Pulping Planes

The pulping plane is a crude artifact that is occasionally found in Oklahoma; however, it is rarely reported or is not identified correctly. The artifact is more characteristic of the Southwest and western sections of the United States and sections of Mexico. I t is well represented in the Desert cultures of California and the Cochise culture of Arizona, both of which represent the Archaic time period. Pulping planes are typically heavy and rather massive artifacts, usually cone shaped or hemispherical in form with a flat base. Most of them are roughly made from a cobble in which the cobble cortex formed the base of the pulping plane. The trimming to shape the plane usually extends all around the edges of the implement although many variations can be seen in a large sample of specimens. Two Oklahoma examples are illustrated in Figure 8.
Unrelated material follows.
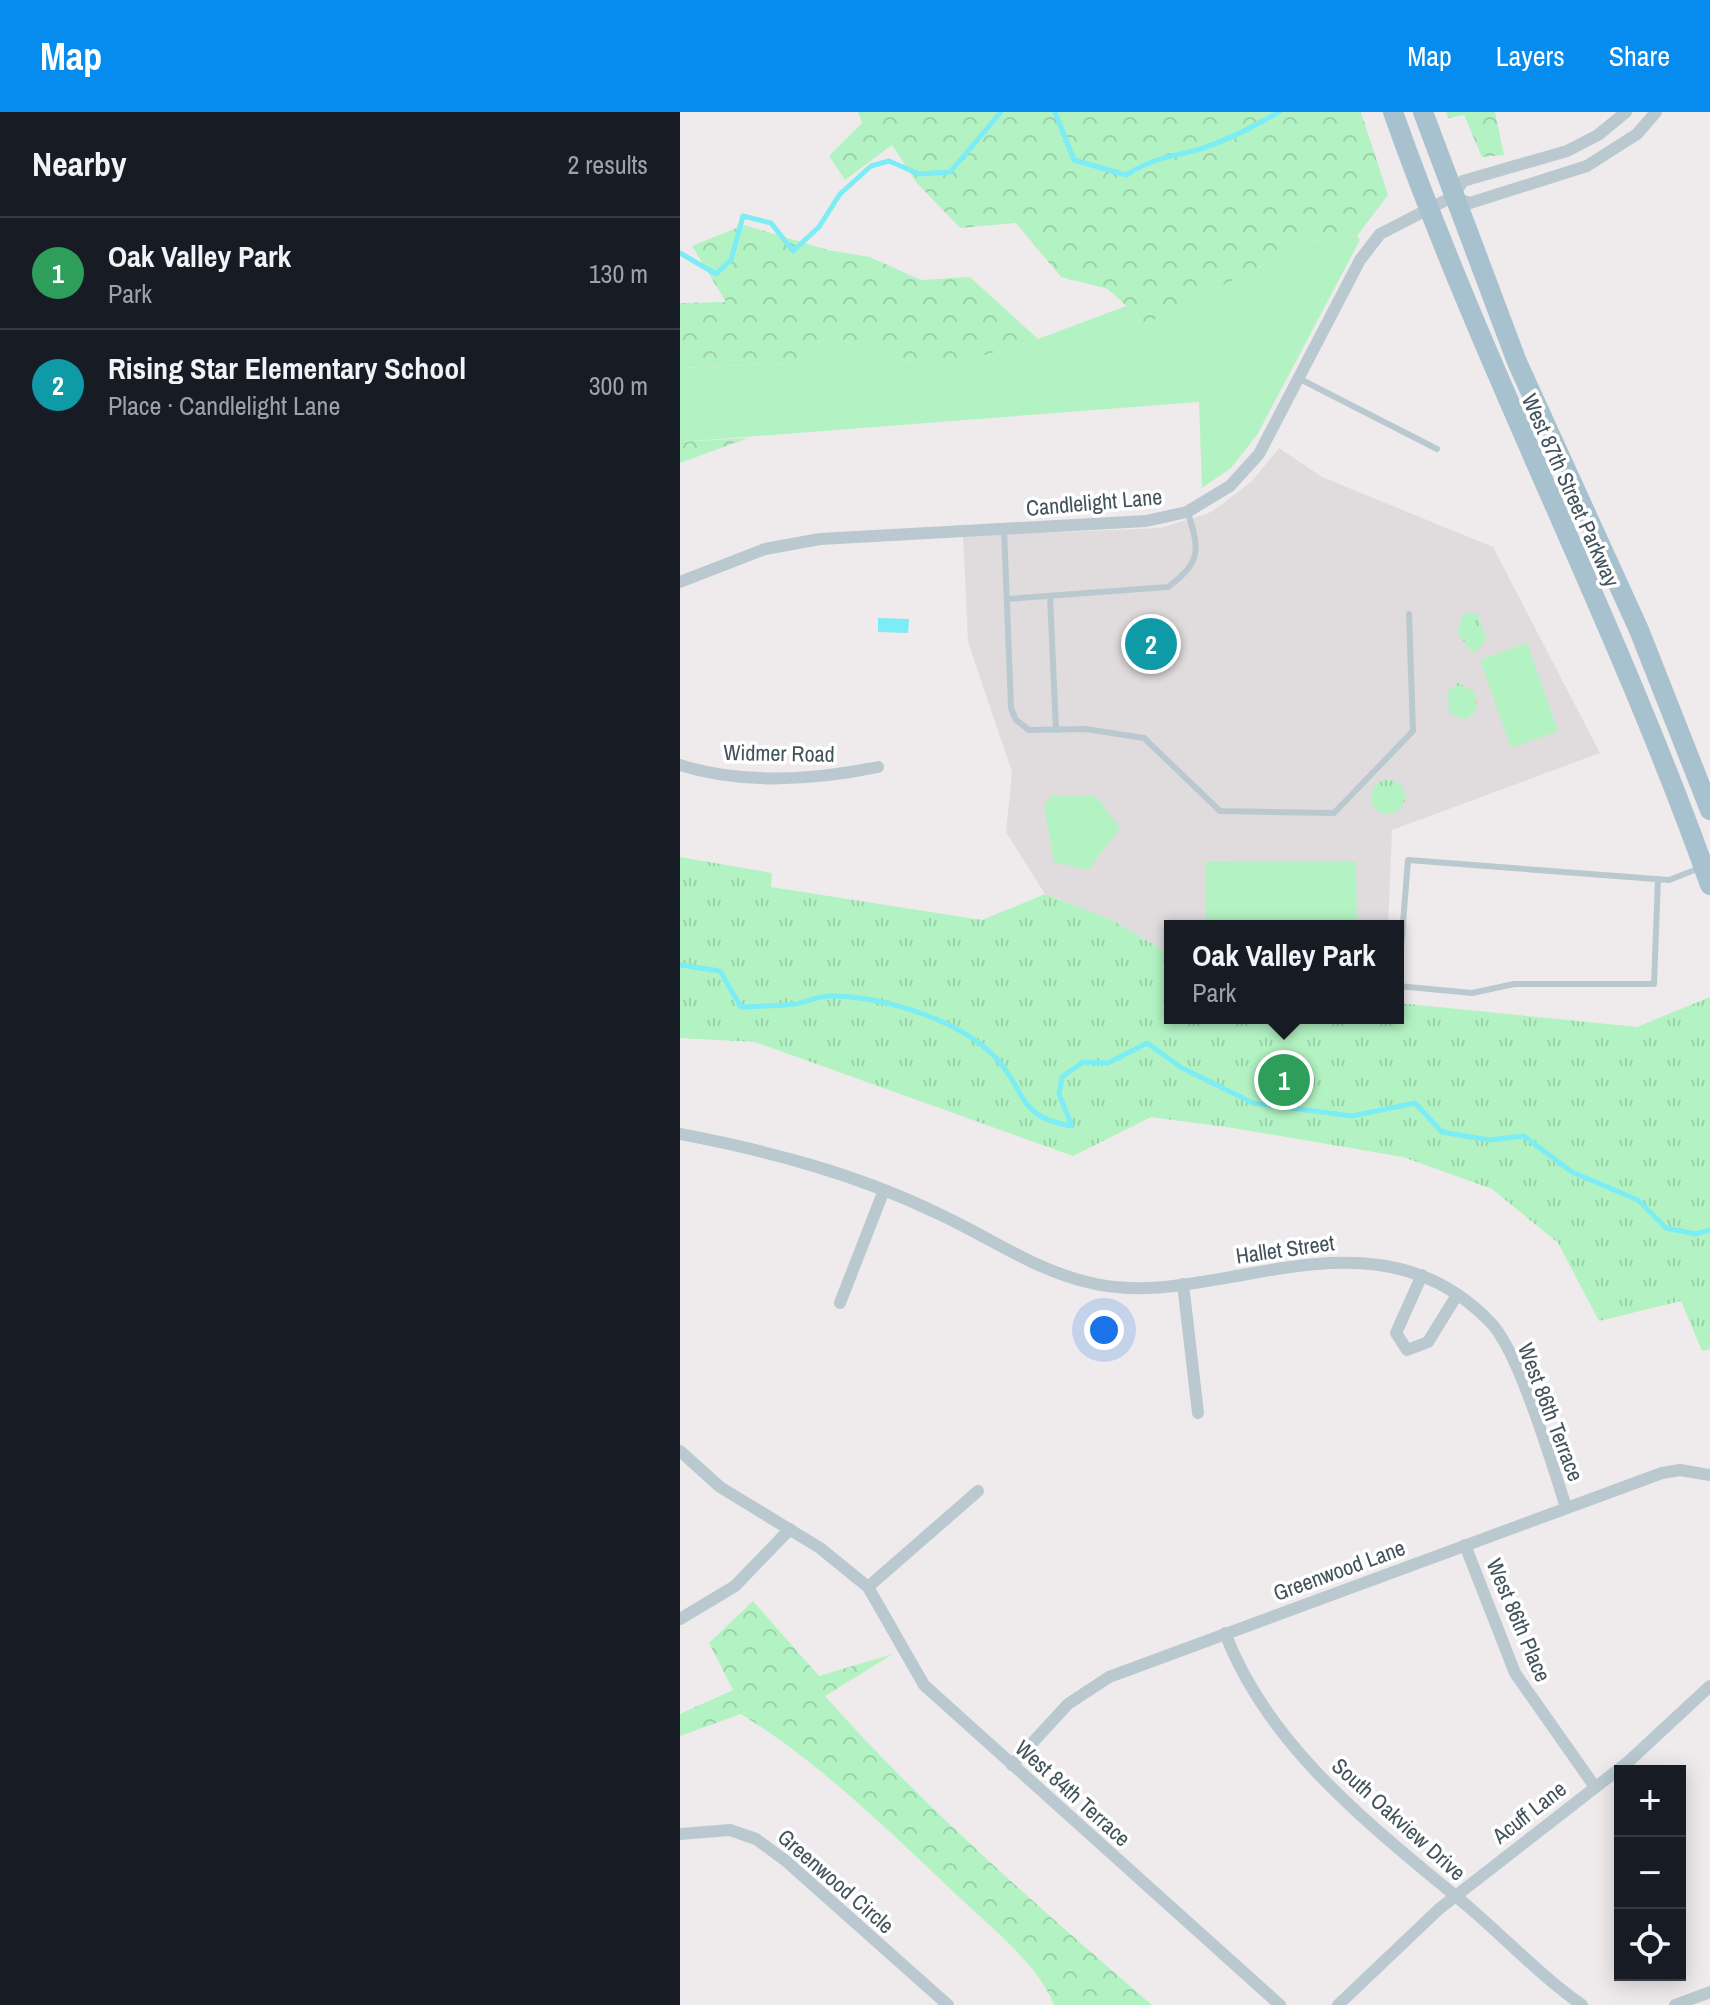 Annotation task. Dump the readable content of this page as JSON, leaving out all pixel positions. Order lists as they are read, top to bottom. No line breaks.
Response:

The pulping plane is sometimes termed a domed scraper, a core, a reject, or some other type of tool.

 

The tool was used on a flattened surface, held in the hand and pushed back and forth with a planing motion. The artifact displays wear evidence on the flat base of the plane and sometimes on the steep cutting edge, which was occasionally trimmed or resharpened.

Although this tool could probably be used as a plane to thin or remove rough spots on hides or skins, indications from outside of Oklahoma suggest that it was used for crushing vegetal materials to obtain plant fibers for cord, rope, or weaving. It may have been used in some phase of food preparation, or for other purposes, but the pulping plane represents a useful and important tool that is frequently not identified.

The specimens found in Oklahoma occur in the central and western sections of the state where they appear to be associated with the Archaic time period.